Rovanperä: “L’Estonia è il mio rally del cuore”
Il due volte campione del mondo non nasconde l’emozione per il ritorno della gara baltica nel WRC: “È il mio rally preferito, tornarci è speciale”
Il Rally d’Estonia torna a far parte del calendario del WRC dopo un anno di assenza, dovuta all’alternanza con la vicina Lettonia. Dal 17 al 20 luglio, le veloci strade sterrate attorno a Tartu ospiteranno l’ottava prova stagionale del WRC. Ma in questo caso, non si correrà soltanto per i punti iridati: per molti sarà un ritorno emozionante, e per uno in particolare — Kalle Rovanperä — sarà un viaggio personale, intimo, carico di significato.
Il due volte campione del mondo, oggi quarto in classifica generale e pienamente in corsa per il titolo 2025, ha accolto con entusiasmo la notizia del ritorno della gara baltica: “L’ho attesa a lungo. L’anno scorso non abbiamo corso in Estonia, quindi è davvero bello tornare. Come ho detto più volte, è la mia gara che amo e preferisco più di tutte in calendario,” ha dichiarato il pilota Toyota in un’intervista.
Le sue parole non sono di circostanza. In Estonia, Rovanperä ha vissuto una delle tappe fondamentali della propria carriera. È qui, infatti, che nel 2021 ha conquistato la sua prima vittoria nel WRC, con una prestazione dominante e matura che lasciò il mondo a bocca aperta. “La mia carriera è nata e cresciuta su queste strade sterrate. Tornare è sempre qualcosa di speciale e unico.” E il feeling con queste strade non si è mai interrotto: dopo il trionfo del 2021, sono arrivate altre due vittorie consecutive nel 2022 e nel 2023, trasformando il Rally d’Estonia in una sorta di feudo personale per il giovane finlandese.
La stagione 2025, però, si sta rivelando più combattuta del previsto. Con Elfyn Evans determinato a mantenere la leadership, Ott Tänak pronto a sfruttare il vantaggio di correre in casa e Sébastien Ogier ancora pienamente in gioco in chiave titolo (ma assente in Estonia), la sfida è apertissima.
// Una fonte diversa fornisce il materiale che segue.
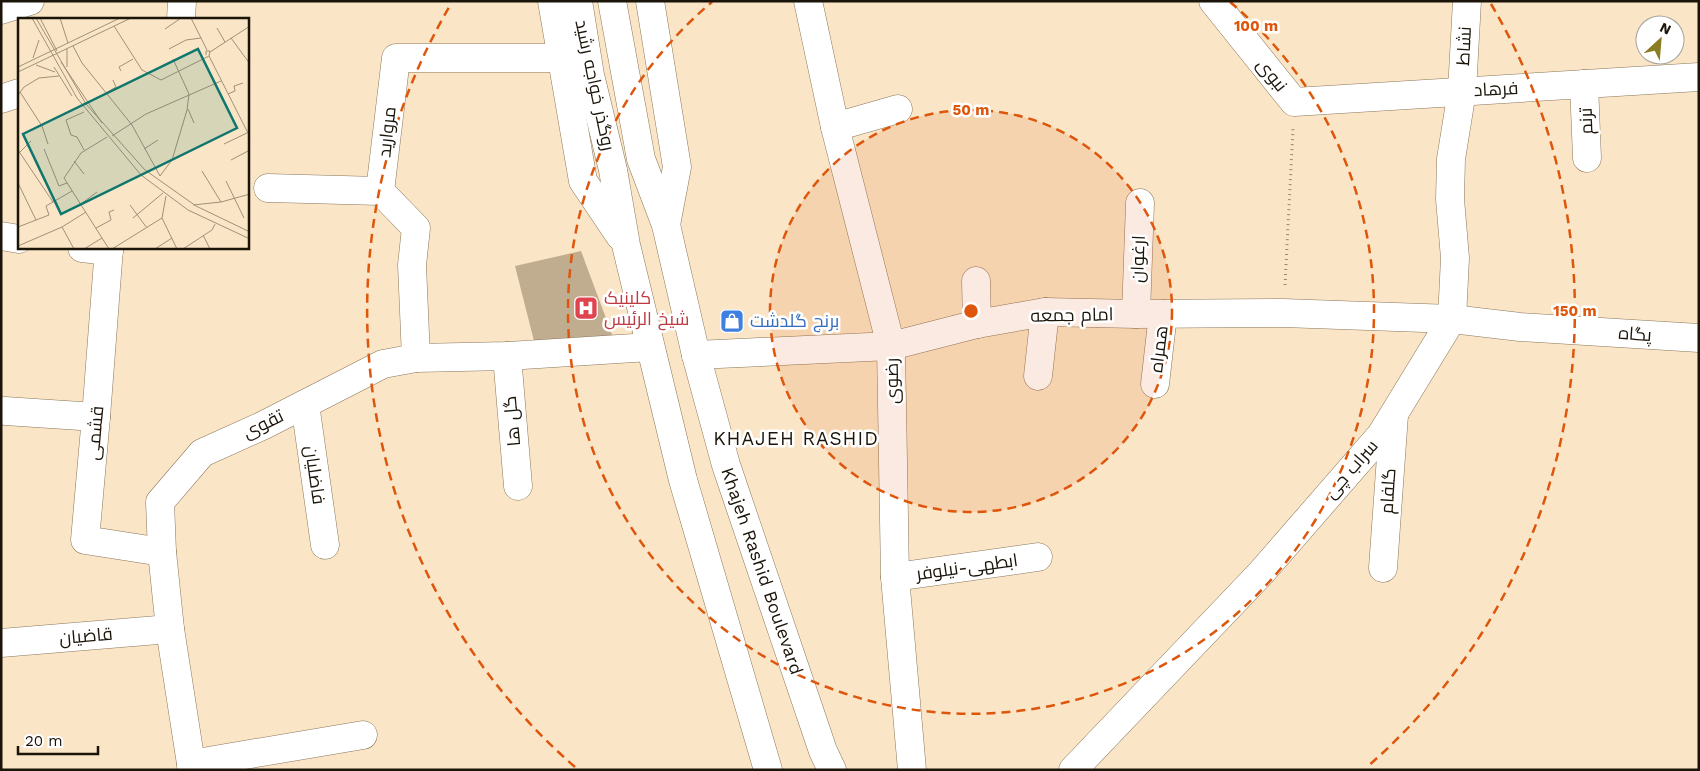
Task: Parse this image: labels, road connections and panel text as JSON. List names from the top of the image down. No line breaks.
{"streets":{"street":["نشاط","نبوی","روگذر خواجه رشید","فرهاد","ترنم","مروارید","ارغوان","امام جمعه","پگاه","همراه","رضوی","گل ها","تقوی","قشمی","سراب چی","فاضلیان","گلفام","ابطهی-نیلوفر","Khajeh Rashid Boulevard","قاضیان"]},"crossings":[["نشاط","فرهاد"],["نشاط","سراب چی"],["نبوی","فرهاد"],["روگذر خواجه رشید","Khajeh Rashid Boulevard"],["فرهاد","ترنم"],["فرهاد","سراب چی"],["ارغوان","امام جمعه"],["امام جمعه","پگاه"],["امام جمعه","همراه"],["امام جمعه","رضوی"],["امام جمعه","سراب چی"],["امام جمعه","Khajeh Rashid Boulevard"],["پگاه","سراب چی"],["رضوی","ابطهی-نیلوفر"],["گل ها","تقوی"],["تقوی","قشمی"],["تقوی","فاضلیان"],["تقوی","قاضیان"],["سراب چی","گلفام"]],"districts":["KHAJEH RASHID"],"places":{"hospital":["کلینیک شیخ الرئیس"],"shop":["برنج گلدشت"]},"scale_bar":"20 m","north":"top right","rings":["100 m","50 m","150 m"]}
E mentre Rovanperä si è preparato con una sola giornata di test sulle strade estoni, Tänak ha pianificato ogni dettaglio: test in Finlandia, un altro giorno in Estonia e persino la partecipazione — con vittoria — a un rally nazionale, per affinare il feeling con la vettura. “Non abbiamo gare test in programma. Solo una giornata di test la settimana scorsa in Estonia: speriamo che i dati raccolti siano sufficienti per fare bene.”
Sarà dunque una sfida anche di approccio: da un lato, la preparazione metodica e locale di Tänak; dall’altro, la fiducia nei propri mezzi e nel legame emotivo con il tracciato di Rovanperä. Una rivalità che potrebbe accendersi sin dalle prime prove cronometrate. Il ritorno del Rally Estonia nel WRC, dunque non è solo una notizia sportiva. È il ripristino di un capitolo importante per il campionato e per chi, come Kalle Rovanperä, ha costruito qui la propria leggenda. Le sue parole non sono dichiarazioni da conferenza stampa: sono il riflesso di un legame profondo tra un pilota e un luogo, tra talento e terreno fertile. Sarà una battaglia intensa, con Tänak che corre per vincere davanti al suo pubblico ed Evans che difende il primato. Ma Kalle ha un vantaggio unico: la sensazione di tornare a casa. E quando un campione corre con il cuore, il cronometro può diventare solo un dettaglio.